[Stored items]
◆ ◆ ◆ ◆ ◆

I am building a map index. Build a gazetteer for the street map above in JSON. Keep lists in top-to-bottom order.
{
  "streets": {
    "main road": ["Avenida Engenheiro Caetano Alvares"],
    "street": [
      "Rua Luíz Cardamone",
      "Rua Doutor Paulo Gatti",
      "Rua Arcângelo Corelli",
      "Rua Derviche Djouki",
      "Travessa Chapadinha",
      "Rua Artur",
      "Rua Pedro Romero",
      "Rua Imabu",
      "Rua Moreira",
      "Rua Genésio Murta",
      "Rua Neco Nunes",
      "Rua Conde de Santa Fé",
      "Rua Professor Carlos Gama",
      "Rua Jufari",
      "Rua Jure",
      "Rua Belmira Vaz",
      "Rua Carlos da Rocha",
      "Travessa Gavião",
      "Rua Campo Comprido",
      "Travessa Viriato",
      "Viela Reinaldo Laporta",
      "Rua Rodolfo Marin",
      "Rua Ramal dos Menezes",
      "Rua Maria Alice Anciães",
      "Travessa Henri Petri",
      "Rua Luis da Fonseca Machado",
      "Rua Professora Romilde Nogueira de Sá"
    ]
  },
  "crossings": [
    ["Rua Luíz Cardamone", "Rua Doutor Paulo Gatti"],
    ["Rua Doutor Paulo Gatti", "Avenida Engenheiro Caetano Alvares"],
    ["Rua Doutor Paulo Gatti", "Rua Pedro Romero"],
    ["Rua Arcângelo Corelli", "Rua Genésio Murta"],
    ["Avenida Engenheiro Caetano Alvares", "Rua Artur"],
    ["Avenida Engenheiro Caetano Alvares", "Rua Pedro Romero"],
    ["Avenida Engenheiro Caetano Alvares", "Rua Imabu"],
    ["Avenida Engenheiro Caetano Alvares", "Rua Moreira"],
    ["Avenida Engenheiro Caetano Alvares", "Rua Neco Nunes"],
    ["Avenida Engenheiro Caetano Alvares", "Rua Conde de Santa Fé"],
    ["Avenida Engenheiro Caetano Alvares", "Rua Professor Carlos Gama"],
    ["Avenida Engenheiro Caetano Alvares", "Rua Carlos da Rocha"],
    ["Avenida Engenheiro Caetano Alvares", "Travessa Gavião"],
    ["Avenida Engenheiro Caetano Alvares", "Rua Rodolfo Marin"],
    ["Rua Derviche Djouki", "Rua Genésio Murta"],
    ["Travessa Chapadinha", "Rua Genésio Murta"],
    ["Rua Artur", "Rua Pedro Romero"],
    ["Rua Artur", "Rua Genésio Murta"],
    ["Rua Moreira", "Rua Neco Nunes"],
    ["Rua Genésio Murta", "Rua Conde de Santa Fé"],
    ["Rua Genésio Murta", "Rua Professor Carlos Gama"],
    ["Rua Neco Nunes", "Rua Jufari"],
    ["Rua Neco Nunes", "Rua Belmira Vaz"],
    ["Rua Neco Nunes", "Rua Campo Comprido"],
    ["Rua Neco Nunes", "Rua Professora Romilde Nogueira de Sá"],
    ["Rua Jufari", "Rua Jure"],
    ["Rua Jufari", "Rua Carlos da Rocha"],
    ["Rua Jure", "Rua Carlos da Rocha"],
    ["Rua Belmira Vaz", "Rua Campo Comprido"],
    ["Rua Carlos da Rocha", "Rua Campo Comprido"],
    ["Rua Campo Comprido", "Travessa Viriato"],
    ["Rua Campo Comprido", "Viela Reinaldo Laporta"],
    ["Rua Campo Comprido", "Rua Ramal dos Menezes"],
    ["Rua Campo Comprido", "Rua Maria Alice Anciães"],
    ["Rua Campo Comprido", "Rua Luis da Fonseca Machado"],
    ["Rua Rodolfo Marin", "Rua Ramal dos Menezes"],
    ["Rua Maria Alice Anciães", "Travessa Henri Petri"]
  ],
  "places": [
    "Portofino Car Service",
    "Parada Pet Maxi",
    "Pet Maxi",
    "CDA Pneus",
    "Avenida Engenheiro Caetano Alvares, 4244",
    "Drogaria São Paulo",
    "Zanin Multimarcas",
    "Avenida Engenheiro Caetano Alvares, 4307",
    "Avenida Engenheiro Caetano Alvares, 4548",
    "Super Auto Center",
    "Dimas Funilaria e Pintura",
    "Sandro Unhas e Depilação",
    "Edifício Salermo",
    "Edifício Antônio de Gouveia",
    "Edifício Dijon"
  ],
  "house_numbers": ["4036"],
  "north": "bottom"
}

◆ ◆ ◆ ◆ ◆

Every entry above must be returned word for word.

* EXERCISE RESPONSE:
I am building a map index. Build a gazetteer for the street map above in JSON. Keep lists in top-to-bottom order.
{
  "streets": {
    "main road": ["Avenida Engenheiro Caetano Alvares"],
    "street": [
      "Rua Luíz Cardamone",
      "Rua Doutor Paulo Gatti",
      "Rua Arcângelo Corelli",
      "Rua Derviche Djouki",
      "Travessa Chapadinha",
      "Rua Artur",
      "Rua Pedro Romero",
      "Rua Imabu",
      "Rua Moreira",
      "Rua Genésio Murta",
      "Rua Neco Nunes",
      "Rua Conde de Santa Fé",
      "Rua Professor Carlos Gama",
      "Rua Jufari",
      "Rua Jure",
      "Rua Belmira Vaz",
      "Rua Carlos da Rocha",
      "Travessa Gavião",
      "Rua Campo Comprido",
      "Travessa Viriato",
      "Viela Reinaldo Laporta",
      "Rua Rodolfo Marin",
      "Rua Ramal dos Menezes",
      "Rua Maria Alice Anciães",
      "Travessa Henri Petri",
      "Rua Luis da Fonseca Machado",
      "Rua Professora Romilde Nogueira de Sá"
    ]
  },
  "crossings": [
    ["Rua Luíz Cardamone", "Rua Doutor Paulo Gatti"],
    ["Rua Doutor Paulo Gatti", "Avenida Engenheiro Caetano Alvares"],
    ["Rua Doutor Paulo Gatti", "Rua Pedro Romero"],
    ["Rua Arcângelo Corelli", "Rua Genésio Murta"],
    ["Avenida Engenheiro Caetano Alvares", "Rua Artur"],
    ["Avenida Engenheiro Caetano Alvares", "Rua Pedro Romero"],
    ["Avenida Engenheiro Caetano Alvares", "Rua Imabu"],
    ["Avenida Engenheiro Caetano Alvares", "Rua Moreira"],
    ["Avenida Engenheiro Caetano Alvares", "Rua Neco Nunes"],
    ["Avenida Engenheiro Caetano Alvares", "Rua Conde de Santa Fé"],
    ["Avenida Engenheiro Caetano Alvares", "Rua Professor Carlos Gama"],
    ["Avenida Engenheiro Caetano Alvares", "Rua Carlos da Rocha"],
    ["Avenida Engenheiro Caetano Alvares", "Travessa Gavião"],
    ["Avenida Engenheiro Caetano Alvares", "Rua Rodolfo Marin"],
    ["Rua Derviche Djouki", "Rua Genésio Murta"],
    ["Travessa Chapadinha", "Rua Genésio Murta"],
    ["Rua Artur", "Rua Pedro Romero"],
    ["Rua Artur", "Rua Genésio Murta"],
    ["Rua Moreira", "Rua Neco Nunes"],
    ["Rua Genésio Murta", "Rua Conde de Santa Fé"],
    ["Rua Genésio Murta", "Rua Professor Carlos Gama"],
    ["Rua Neco Nunes", "Rua Jufari"],
    ["Rua Neco Nunes", "Rua Belmira Vaz"],
    ["Rua Neco Nunes", "Rua Campo Comprido"],
    ["Rua Neco Nunes", "Rua Professora Romilde Nogueira de Sá"],
    ["Rua Jufari", "Rua Jure"],
    ["Rua Jufari", "Rua Carlos da Rocha"],
    ["Rua Jure", "Rua Carlos da Rocha"],
    ["Rua Belmira Vaz", "Rua Campo Comprido"],
    ["Rua Carlos da Rocha", "Rua Campo Comprido"],
    ["Rua Campo Comprido", "Travessa Viriato"],
    ["Rua Campo Comprido", "Viela Reinaldo Laporta"],
    ["Rua Campo Comprido", "Rua Ramal dos Menezes"],
    ["Rua Campo Comprido", "Rua Maria Alice Anciães"],
    ["Rua Campo Comprido", "Rua Luis da Fonseca Machado"],
    ["Rua Rodolfo Marin", "Rua Ramal dos Menezes"],
    ["Rua Maria Alice Anciães", "Travessa Henri Petri"]
  ],
  "places": [
    "Portofino Car Service",
    "Parada Pet Maxi",
    "Pet Maxi",
    "CDA Pneus",
    "Avenida Engenheiro Caetano Alvares, 4244",
    "Drogaria São Paulo",
    "Zanin Multimarcas",
    "Avenida Engenheiro Caetano Alvares, 4307",
    "Avenida Engenheiro Caetano Alvares, 4548",
    "Super Auto Center",
    "Dimas Funilaria e Pintura",
    "Sandro Unhas e Depilação",
    "Edifício Salermo",
    "Edifício Antônio de Gouveia",
    "Edifício Dijon"
  ],
  "house_numbers": ["4036"],
  "north": "bottom"
}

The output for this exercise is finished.